BMW Experience: People, not cars

Barrie Gostlin repairs a door as part of his job as a BMW. (Jeremy Heinlein | Grand Central Magazine)

It is finals week, and while you should be studying for that chemistry final you’re instead trying to unclog your toilet, stop your shower from leaking and trying to keep your door from falling off its hinges. Thankfully this is not the case for students living in residence halls; this is because they have building maintenance workers.

A Building Maintenance Worker, or BMW’s, main priority is to ensure that the facilities and the structure of a residence hall are all working smoothly. If something in the residence hall breaks, it is the BMW’s job to fix it as quickly and efficiently as possible. As a result the only things students need to focus on during finals week are the finals.

There is rarely a dull moment for BMWs while they are on the job. A BMW’s job is not just to repair what is broken in the residence halls, but they also is working with the students and keeping them happy. BMWs try to make the repair process as quickly and convenient for the students as possible. The more stress the BMWs can take from the students the better.

CMU’s south quad made up of Sweeney, Thorpe, Merrill and Beddow residence halls has the perfect examples of BMWs working hard to keep the halls running efficiently. The head BMW in the South Quad is Henry Miller who has been working maintenance at CMU for over 10 years. He has six student workers: Barrie Gostlin, Kevin Hammar, Jeremy Heinlein, Brian Jackson, Blake Vostrirancky and Matt York. Each one of these students has had his share of experiences during their time as a building maintenance worker, and each one has his own reason for working there.

“I enjoy helping people and knowing I make a difference,” Kevin Hammar LeRoy senior said.

Barrie Gostlin, a LeRoy senior, is an industrial education major who views his time as a BMW as a learning tool to prepare him for his future career as an industrial education teacher.
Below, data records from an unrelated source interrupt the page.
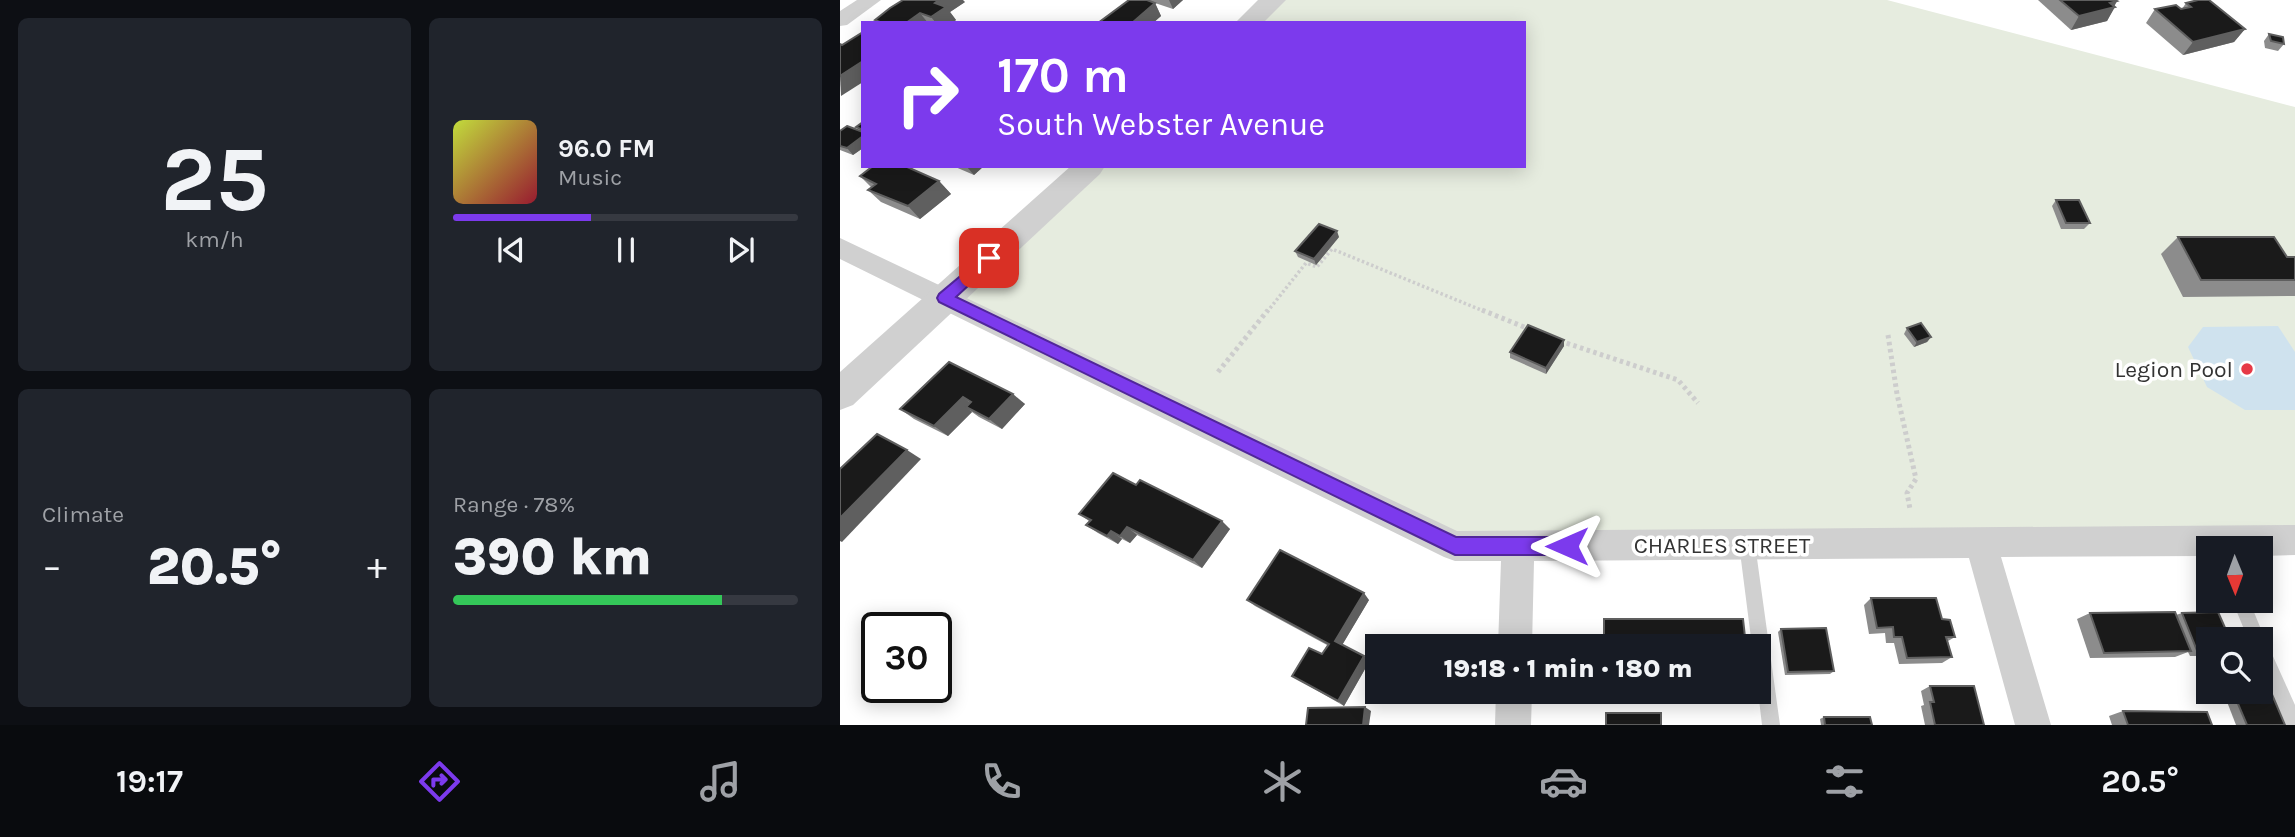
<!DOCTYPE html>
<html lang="en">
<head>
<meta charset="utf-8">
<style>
	body { margin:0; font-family:Karla,sans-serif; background:#20242c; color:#f1f3f6; height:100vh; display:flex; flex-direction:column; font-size:26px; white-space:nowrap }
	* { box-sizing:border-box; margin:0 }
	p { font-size:23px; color:#9ea1a6 }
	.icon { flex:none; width:38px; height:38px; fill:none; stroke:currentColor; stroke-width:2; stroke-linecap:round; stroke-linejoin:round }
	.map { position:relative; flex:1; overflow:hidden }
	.drawer { display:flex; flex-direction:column; gap:18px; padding:18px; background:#0d0f14; width:840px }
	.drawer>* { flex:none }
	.top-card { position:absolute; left:21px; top:21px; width:665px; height:147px; border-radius:0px; box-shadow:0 4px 18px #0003; background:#7c3aed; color:#fff; overflow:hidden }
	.needle { width:46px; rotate:179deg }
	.controls { position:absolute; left:1356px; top:536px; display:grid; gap:14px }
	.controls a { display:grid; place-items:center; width:77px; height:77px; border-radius:0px; background:#171b24; box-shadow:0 4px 18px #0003; font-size:35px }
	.speed { position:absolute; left:21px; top:612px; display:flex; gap:14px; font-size:35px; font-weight:700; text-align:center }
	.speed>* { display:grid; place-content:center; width:91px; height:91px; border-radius:50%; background:#171b24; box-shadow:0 4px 18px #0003; line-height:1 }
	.speed .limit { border:4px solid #111; border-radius:10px; background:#fff; color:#111 }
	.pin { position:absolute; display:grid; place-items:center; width:60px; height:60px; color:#fff; margin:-30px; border-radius:14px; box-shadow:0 4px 10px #0006 }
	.me { position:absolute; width:77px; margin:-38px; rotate:270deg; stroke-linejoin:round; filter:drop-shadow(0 0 5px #0008) }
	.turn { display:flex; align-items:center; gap:24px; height:147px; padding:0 21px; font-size:32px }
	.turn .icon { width:91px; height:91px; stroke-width:2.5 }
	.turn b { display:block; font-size:49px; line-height:60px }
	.big { font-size:52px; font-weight:800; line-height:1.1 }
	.drawer .tile { flex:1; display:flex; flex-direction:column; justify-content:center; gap:10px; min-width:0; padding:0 24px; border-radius:10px; background:#20242c }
	.drawer .dial { align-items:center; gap:0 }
	.dial b { font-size:91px; line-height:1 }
	.song { display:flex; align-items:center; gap:21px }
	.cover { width:84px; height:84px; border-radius:10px; background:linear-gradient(135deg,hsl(70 70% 55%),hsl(350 70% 35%)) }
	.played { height:7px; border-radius:4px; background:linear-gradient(90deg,#7c3aed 40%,#363941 40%) }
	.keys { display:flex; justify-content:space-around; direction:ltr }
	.heat { display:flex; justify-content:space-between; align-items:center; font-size:38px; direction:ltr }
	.charge { height:10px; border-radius:5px; background:linear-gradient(90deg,#34c759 78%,#363941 0) }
	.drawer .tiles { flex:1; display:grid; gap:18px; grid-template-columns:repeat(2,1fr) }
	.trip { position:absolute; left:525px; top:634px; width:406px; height:70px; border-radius:0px; background:#171b24; box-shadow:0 4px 18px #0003; font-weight:800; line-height:70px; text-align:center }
	.tab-bar { display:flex; height:112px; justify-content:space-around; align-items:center; background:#090b0e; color:#9ea1a6 }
	.tab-bar .icon { width:49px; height:49px }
	.tab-bar .on { color:#7c3aed }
	.tab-bar b { font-size:32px; color:#f1f3f6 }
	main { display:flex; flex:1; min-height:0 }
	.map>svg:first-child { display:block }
	.green { fill:#e6ecdf }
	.water { fill:#cfe2ee }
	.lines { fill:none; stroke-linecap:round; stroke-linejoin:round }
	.path-far1 { stroke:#cdcdcd; stroke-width:3.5; stroke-dasharray:2.5 2.5; stroke-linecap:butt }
	.path { stroke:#cdcdcd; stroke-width:5; stroke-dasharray:3.5 3.5; stroke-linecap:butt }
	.service { fill:#d0d0d0; fill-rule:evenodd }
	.minor { fill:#d0d0d0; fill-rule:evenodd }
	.tertiary { fill:#d0d0d0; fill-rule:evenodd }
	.wall { fill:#8c8c8c }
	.shaded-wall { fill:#5f5f5f }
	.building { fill:#1a1a1a; stroke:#5f5f5f; stroke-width:2 }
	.route { fill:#7c3aed; stroke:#51269a; stroke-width:2 }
	.poi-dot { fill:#e63946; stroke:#fff; stroke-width:2.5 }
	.labels { text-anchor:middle; stroke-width:7; stroke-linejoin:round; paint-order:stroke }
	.poi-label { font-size:23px; fill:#333; stroke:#fff; text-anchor:end }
	.street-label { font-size:23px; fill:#333; stroke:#fff }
</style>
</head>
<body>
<main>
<section class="drawer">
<div class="tiles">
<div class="tile dial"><b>25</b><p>km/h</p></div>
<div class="tile">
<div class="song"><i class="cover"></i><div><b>96.0 FM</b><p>Music</p></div></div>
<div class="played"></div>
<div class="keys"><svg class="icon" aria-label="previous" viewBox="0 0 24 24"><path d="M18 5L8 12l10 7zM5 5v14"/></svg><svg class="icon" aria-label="pause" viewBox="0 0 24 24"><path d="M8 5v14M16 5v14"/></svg><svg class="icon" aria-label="next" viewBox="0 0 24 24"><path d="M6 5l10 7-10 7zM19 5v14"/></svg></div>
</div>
<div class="tile"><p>Climate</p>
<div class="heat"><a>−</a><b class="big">20.5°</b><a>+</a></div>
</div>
<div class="tile"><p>Range · 78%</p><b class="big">390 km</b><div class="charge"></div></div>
</div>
</section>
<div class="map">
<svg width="1455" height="725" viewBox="0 0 1455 725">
	<rect width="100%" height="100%" fill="#fff"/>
	<path class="green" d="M433,0H1047L1455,107V540L615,546L105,298L250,166H684V23H408Z"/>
	<path class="water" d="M1438,326L1455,352V410H1405L1367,387L1348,347L1363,327Z"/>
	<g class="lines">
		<path class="path-far1" d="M427,312L466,263L477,267L492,249L646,312"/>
		<g class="path">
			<path d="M642,310L689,329"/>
			<path d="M1048,335L1057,394L1076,479L1067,493L1070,509"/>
			<path d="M720,341L838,380L858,403"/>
			<path d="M378,372L428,310"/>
		</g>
		<g class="service">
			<path d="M907,536L913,539L915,544L940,725H922L918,691L919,646H912L899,544L901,539Z"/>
			<path d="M1392,600H1409L1425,639L1424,642L1427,643L1455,705V725H1446L1421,669V639H1408Z"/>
		</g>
		<g class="minor">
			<path d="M17,0H41L7,25L0,26V11Z"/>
			<path d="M0,238L617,531L1455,525V555L1421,556V548H1368V556L1161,557L1211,725H1175L1129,558L694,561L692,646H658L661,561H615L604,557L0,259Z"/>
			<path d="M656,691H692L691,725H655Z"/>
		</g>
		<g class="tertiary">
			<path d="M418,0H446L423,23H395Z"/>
			<path d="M231,166H265L260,174L13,405L0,410V372Z"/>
		</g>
	</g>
	<g class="wall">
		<path d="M289,0H343L333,9L315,3L321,16L313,23H258Z"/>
		<path d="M1198,0H1275L1277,1L1267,21L1231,30Z"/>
		<path d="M125,2L110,12L116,20L112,23H37L35,20Z"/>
		<path d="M1346,3L1405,29L1394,42L1343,55L1306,23L1315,9H1342Z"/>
		<path d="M1429,34L1444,44L1438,51L1425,48L1424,41Z"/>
		<path d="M23,122V148L13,155L0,150V131L20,130L16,127Z"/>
		<path d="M70,166L74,170L99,181L111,194L80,219L41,202L28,190L31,187L20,176Z"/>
		<path d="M113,166H144L134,175Z"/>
		<path d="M1216,200L1250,223L1244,229H1221L1212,206Z"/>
		<path d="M499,237L476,265L458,257L455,251Z"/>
		<path d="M1338,237L1447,257H1455V296L1343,297L1321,254Z"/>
		<path d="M1067,328L1091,337L1087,342L1074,347L1064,334Z"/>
		<path d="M724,340V346L706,374L670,358V352Z"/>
		<path d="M109,362L185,404L162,429L139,417L132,412L108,436L74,419L60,409Z"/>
		<path d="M296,485L390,529L362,568L297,535L290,543L282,539L278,544L258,533L246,525L249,521L239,514Z"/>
		<path d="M1031,598L1102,619L1115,637L1108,641L1112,657L1102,663L1059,664L1054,643H1046L1045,633L1029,634L1024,605Z"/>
		<path d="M407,600H529L502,645L524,656L529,662L504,706L452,676L482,654L487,645L415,606Z"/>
		<path d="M1250,613L1336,615L1342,613L1368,639V656H1350L1348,652L1335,657L1250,658L1237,619Z"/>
		<path d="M941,629L994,671L990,674L945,675L938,632Z"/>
		<path d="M1090,686L1144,725H1085L1081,706L1084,705L1081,691Z"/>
		<path d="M1393,692L1445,725H1396L1384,694Z"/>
		<path d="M1283,711L1372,725H1272L1269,716Z"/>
		<path d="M984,717L1032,725H981L980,719Z"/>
	</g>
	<g class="shaded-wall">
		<path d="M99,0H123L125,2L110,12L116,20L112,23H96L91,17L95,3Z"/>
		<path d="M329,0H343L333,9Z"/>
		<path d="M1277,1L1273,8L1275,7L1267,21L1231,30L1239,16L1270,3Z"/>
		<path d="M315,3L321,16L313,23H292Z"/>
		<path d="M80,13L88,23H66Z"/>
		<path d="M1405,29L1394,42L1343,55L1353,42Z"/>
		<path d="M23,61V82L1,96L0,76Z"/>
		<path d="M23,136V148L13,155L7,148Z"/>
		<path d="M126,166H144L134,175Z"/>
		<path d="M99,181L111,194L80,219L68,206Z"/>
		<path d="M497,231L499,237L476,265L474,259Z"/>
		<path d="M1091,337L1087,342L1074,347L1077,342Z"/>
		<path d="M724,340V346L706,374V368Z"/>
		<path d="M173,394L185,404L162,429L149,419Z"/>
		<path d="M123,397L136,408L126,407L132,412L108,436L94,426Z"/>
		<path d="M67,450L81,459L2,542L0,541V518Z"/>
		<path d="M382,521L390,529L362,568L353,560Z"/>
		<path d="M287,527L297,535L290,543L280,536Z"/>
		<path d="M271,531L282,539L278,544L267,536Z"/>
		<path d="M524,593L529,600L501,647L495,641Z"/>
		<path d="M524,656L529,662L504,706L498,701Z"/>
		<path d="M525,707L531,711L529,725H523Z"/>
	</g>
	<g class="building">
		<path d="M63,0H99L95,3L106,7L91,17L80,13L66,23H42L35,20L50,8Z"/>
		<path d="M289,0H307L315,3L292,23H258Z"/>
		<path d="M1220,0H1275L1277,1L1270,3L1275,7L1239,16Z"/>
		<path d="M1358,0H1369L1405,29L1353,42L1315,9L1336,5L1341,9L1351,7L1346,3Z"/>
		<path d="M23,32V61L0,76V44L2,45Z"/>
		<path d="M1429,34L1443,37L1444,44L1431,41Z"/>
		<path d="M23,122V130L16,127Z"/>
		<path d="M7,126L23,132V136L7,148L0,146V131Z"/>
		<path d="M33,166H65L99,181L68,206L28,190L36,184L20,176Z"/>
		<path d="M1216,200H1239L1250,223H1226Z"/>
		<path d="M479,224L497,231L474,259L455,251Z"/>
		<path d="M1338,237H1434L1447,257H1455V280H1361Z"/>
		<path d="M1081,323L1091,337L1077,342L1067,328Z"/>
		<path d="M688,325L724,340L706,368L670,352Z"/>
		<path d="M109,362L173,394L149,419L126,407L131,402L123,397L94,426L60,409Z"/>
		<path d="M37,434L67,450L0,518V469Z"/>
		<path d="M273,473L296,485L300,480L382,521L353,560L287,527L280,536L271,531L267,536L246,525L251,520L239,514Z"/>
		<path d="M440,550L524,593L495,641L524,656L498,701L452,676L469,648L482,654L489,644L407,600Z"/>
		<path d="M1031,598H1096L1102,619L1110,620L1115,637H1106L1112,657L1067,658L1062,637H1054L1053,627L1037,628Z"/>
		<path d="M1335,612L1351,651L1264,653L1250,613Z"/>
		<path d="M1378,612L1390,639H1368V653H1358L1342,613Z"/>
		<path d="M764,619H903L906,646H764Z"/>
		<path d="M986,628L994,671L948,672L941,629Z"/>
		<path d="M1090,686H1134L1144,725H1095L1090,702H1094Z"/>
		<path d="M1393,692H1431L1445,725H1407Z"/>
		<path d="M525,707L523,725H466L468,708Z"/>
		<path d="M1283,711L1367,712L1372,725H1288Z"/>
		<rect x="766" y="713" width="55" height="12"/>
		<path d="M984,717H1030L1032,725H985Z"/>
	</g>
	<path class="route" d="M149,252L156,258L154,262L116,297L616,537H727L733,540L736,546L733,552L727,555H615L609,552L99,302L97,298L99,294Z"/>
	<circle class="poi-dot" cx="1407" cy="369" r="7"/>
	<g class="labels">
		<g class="poi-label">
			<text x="1393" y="377">Legion Pool</text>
		</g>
		<g class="street-label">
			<text x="882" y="553">CHARLES STREET</text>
		</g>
	</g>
</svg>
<div class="controls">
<a><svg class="needle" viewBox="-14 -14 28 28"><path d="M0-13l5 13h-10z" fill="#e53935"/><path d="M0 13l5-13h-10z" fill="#9ea1a6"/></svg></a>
<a><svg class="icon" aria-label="search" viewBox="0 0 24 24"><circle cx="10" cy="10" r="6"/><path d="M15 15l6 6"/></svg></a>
</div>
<div class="speed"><div class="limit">30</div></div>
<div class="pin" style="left:149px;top:258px;background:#d93025"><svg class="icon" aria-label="arrive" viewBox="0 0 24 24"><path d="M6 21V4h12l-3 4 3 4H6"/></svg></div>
<svg class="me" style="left:727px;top:546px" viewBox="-20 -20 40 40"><path d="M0-17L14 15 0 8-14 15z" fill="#7c3aed" stroke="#fff" stroke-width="4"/></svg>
<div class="trip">19:18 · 1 min · 180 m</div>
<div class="top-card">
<div class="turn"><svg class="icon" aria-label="right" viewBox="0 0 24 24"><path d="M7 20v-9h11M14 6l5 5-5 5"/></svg><div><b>170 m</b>South Webster Avenue</div></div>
</div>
</div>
</main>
<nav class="tab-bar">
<b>19:17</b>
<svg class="icon on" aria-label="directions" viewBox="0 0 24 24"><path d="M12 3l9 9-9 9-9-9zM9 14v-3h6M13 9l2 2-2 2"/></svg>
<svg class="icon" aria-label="music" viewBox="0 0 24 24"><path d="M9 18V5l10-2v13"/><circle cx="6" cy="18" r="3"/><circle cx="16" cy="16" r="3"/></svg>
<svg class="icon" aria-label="phone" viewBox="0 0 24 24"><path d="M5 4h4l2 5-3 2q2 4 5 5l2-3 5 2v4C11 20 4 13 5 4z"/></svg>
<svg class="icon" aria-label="climate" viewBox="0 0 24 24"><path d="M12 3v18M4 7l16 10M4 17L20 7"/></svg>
<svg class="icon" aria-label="car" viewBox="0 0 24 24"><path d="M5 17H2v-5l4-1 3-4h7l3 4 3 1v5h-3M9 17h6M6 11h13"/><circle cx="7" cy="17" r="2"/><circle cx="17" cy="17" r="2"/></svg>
<svg class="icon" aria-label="filters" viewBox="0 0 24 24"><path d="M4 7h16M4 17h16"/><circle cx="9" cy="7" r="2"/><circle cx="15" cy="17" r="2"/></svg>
<b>20.5°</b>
</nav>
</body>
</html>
Between constructing projects in the woodshop to putting up new masonite walls in all the dorm rooms, there are plenty of opportunities for Gostlin and other students on a similar path to get this kind of experience in a work setting.

“Being a BMW has helped my work ethic and team building skills that will help me later in life,” Gostlin said.

Being a BMW is not all about the work. There is time on the job when the BMWs get to interact with the students they are helping. These interactions are normally friendly conversations about school, but every once in a while the BMWs joke around with the students too. Gostlin recalls a time he went to a room to replace a bed frame for some students. The students asked him a few questions including how he liked his job, where did he apply to get it and how many hours of experience a person needs to be a BMW. The LeRoy senior quickly responded with an exaggerated answer.

“I told them you need 40,000 hours of experience and it was a difficult process. They were astonished at first, but after thinking about it they realized it was a joke,” Gostlin said. “It makes work easier when you can joke around with your fellow students.”

Building maintenance workers are an important part of CMU’s campus. They keep the residence halls from falling apart and parents from worrying about their kids out on their own for the first time, but most important they ease the load on students who are already overloaded with homeworking assignments and trying to cram for exams. BMWs may not be the most notable workers on CMU’s campus, but there is no doubt they are one of campus’s most important.